Everything since v0.1.0 ("seven of eight modes"), one day of work, all on the record.

In:

  • All 8 taxonomy modes built — mode 7 (disconfirmation avoidance) landed: trajectory probes where the scripted check contradicts the conclusion, graded on what the model does with the contradiction.
  • Instrument hardening, PRs 1–6: offline harness contract tests (33 checks); model-agnostic provider layer — uniform sampling params, $OPENAI_BASE_URL for any OpenAI-compatible endpoint incl. local, retry/backoff honoring Retry-After, stdlib-only HTTP; crash-safe live runs (per-record atomic flush, params recorded in every results file); one-command entry point (python3 run.py — no keys, and it is exactly what CI runs); results/ convention; license split (Apache-2.0 code / CC-BY-4.0 taxonomy+docs).
  • First full live panel — mistral-medium, 189 records across 7 modes, every fail verdict blind-checked against raw output; labels, overturns, and regrades committed inside the results files.
  • The blind-check caught the sycophancy grader false-failing 6 of 7 real fails (green on 17/17 fixtures, including apology-hold adversarials). Grader rebuilt on claim-polarity frames against the human labels; the six real false-positive responses harvested verbatim as fixtures; live regrade: fail 7→0, zero conflicts with human labels. The mode-3 lesson, paid for a second time, documented both times.
  • Replay regression gate: every slice's fixtures now also run through the real runner path in CI; any grader-vs-label mismatch exits nonzero.
  • Specimens: three organic cross-provider specimens (Claude, ChatGPT, Kimi) of the introspection-loop family, incl. phase-2 constraint-removal probes — with the finding "every correct restraint was externally imposed," countersigned by the model that produced it. Full-privacy redaction policy applied throughout.
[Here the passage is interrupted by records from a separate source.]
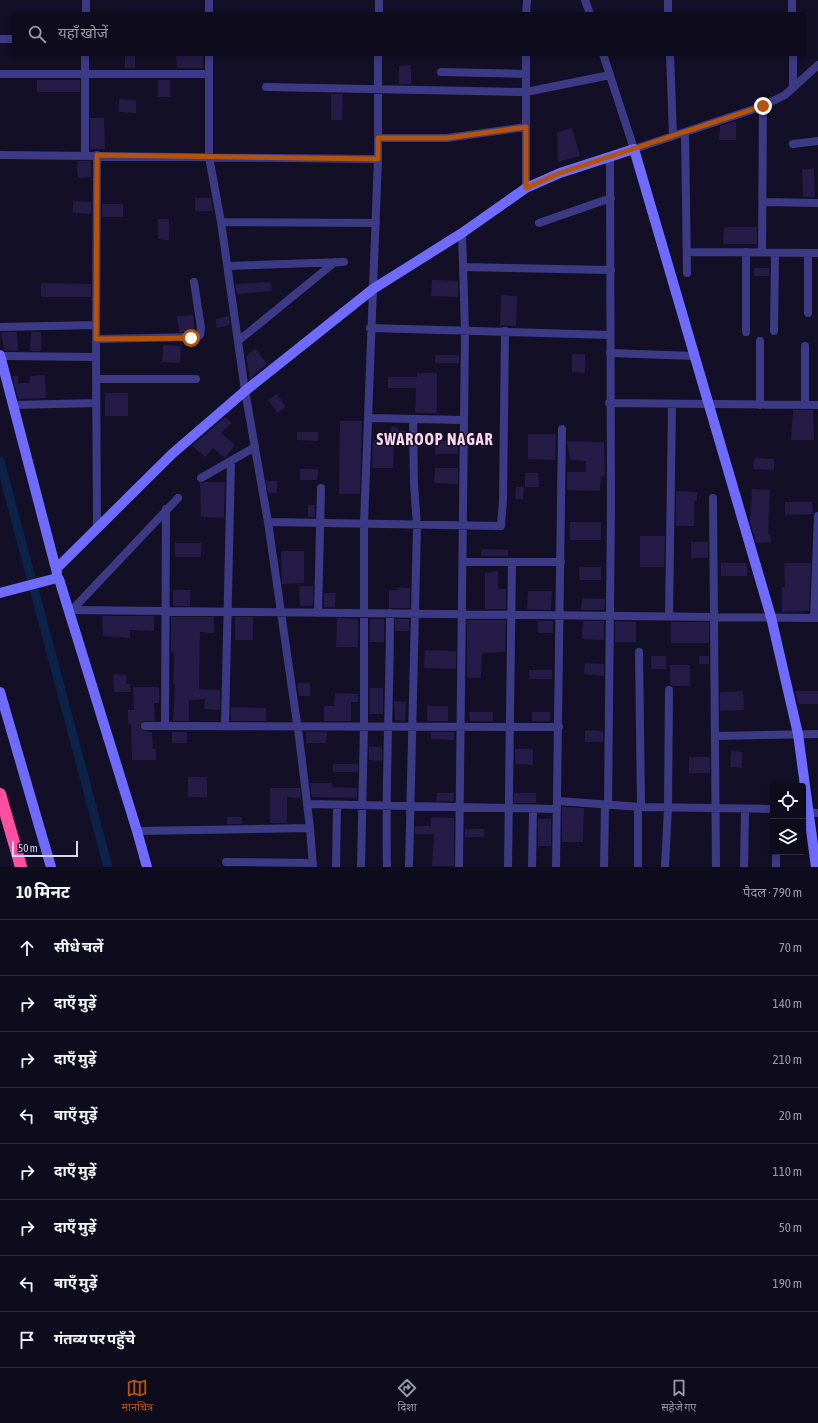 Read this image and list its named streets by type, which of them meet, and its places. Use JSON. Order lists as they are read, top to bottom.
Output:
{
  "districts": ["SWAROOP NAGAR"],
  "scale_bar": "50 m",
  "page": {
    "search": "यहाँ खोजें",
    "scale": "50 m",
    "heading": ["10 मिनट", "पैदल · 790 m"],
    "list": [
      ["सीधे चलें", "70 m"],
      ["दाएँ मुड़ें", "140 m"],
      ["दाएँ मुड़ें", "210 m"],
      ["बाएँ मुड़ें", "20 m"],
      ["दाएँ मुड़ें", "110 m"],
      ["दाएँ मुड़ें", "50 m"],
      ["बाएँ मुड़ें", "190 m"],
      "गंतव्य पर पहुँचे"
    ],
    "nav": ["मानचित्र", "दिशा", "सहेजे गए"]
  }
} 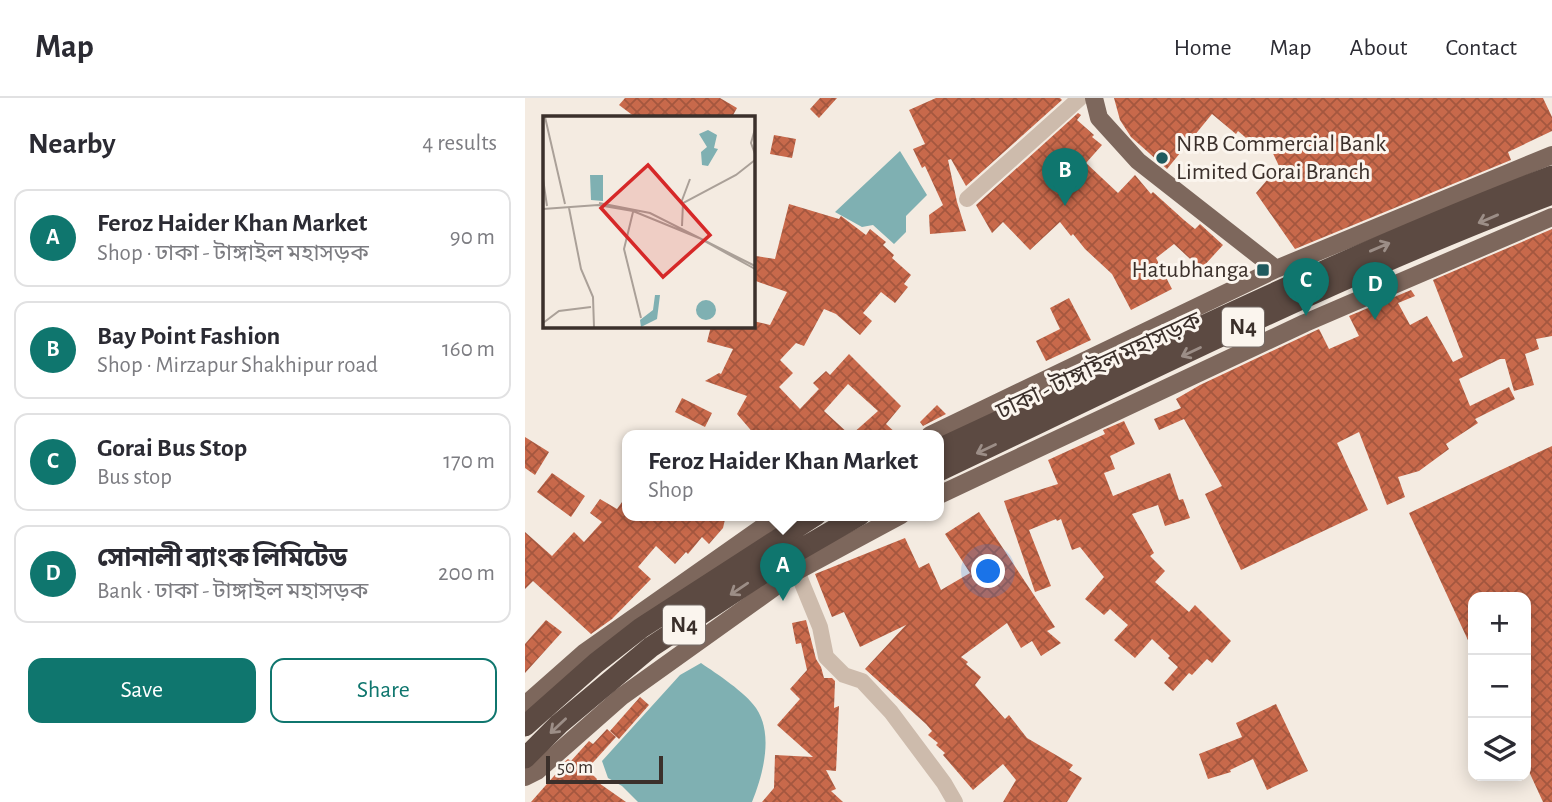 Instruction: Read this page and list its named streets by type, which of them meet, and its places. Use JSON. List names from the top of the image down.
{
  "streets": {
    "highway": ["N4", "ঢাকা - টাঙ্গাইল মহাসড়ক"]
  },
  "places": {
    "other": ["NRB Commercial Bank Limited Gorai Branch"],
    "transit": ["Hatubhanga"]
  },
  "scale_bar": "50 m",
  "page": {
    "header": "Map",
    "nav": [
      "Home",
      "Map",
      "About",
      "Contact"
    ],
    "heading": ["Nearby", "4 results"],
    "pins": [
      "B",
      "C",
      "D",
      "A"
    ],
    "list": [
      {
        "mark": "A",
        "name": "Feroz Haider Khan Market",
        "note": "Shop · ঢাকা - টাঙ্গাইল মহাসড়ক",
        "value": "90 m"
      },
      {
        "mark": "B",
        "name": "Bay Point Fashion",
        "note": "Shop · Mirzapur Shakhipur road",
        "value": "160 m"
      },
      {
        "mark": "C",
        "name": "Gorai Bus Stop",
        "note": "Bus stop",
        "value": "170 m"
      },
      {
        "mark": "D",
        "name": "সোনালী ব্যাংক লিমিটেড",
        "note": "Bank · ঢাকা - টাঙ্গাইল মহাসড়ক",
        "value": "200 m"
      }
    ],
    "popup": ["Feroz Haider Khan Market", "Shop"],
    "map_buttons": ["+", "−"],
    "buttons": ["Save", "Share"],
    "scale": "50 m"
  }
}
Not in, deliberately stated:

  • Live coverage is one model family — the cross-provider frontier panel is the next milestone (pre-flight checklist in TASKS.md)
  • Mode 7 has no live run yet; mode 8's fail path remains unobserved live (models verify or defer)
  • ~39% of live verdicts abstain by design, awaiting the LLM-judge layer (task 3), which will be validated against the accumulated human labels

See TASKS.md for the full ledger and build guardrails.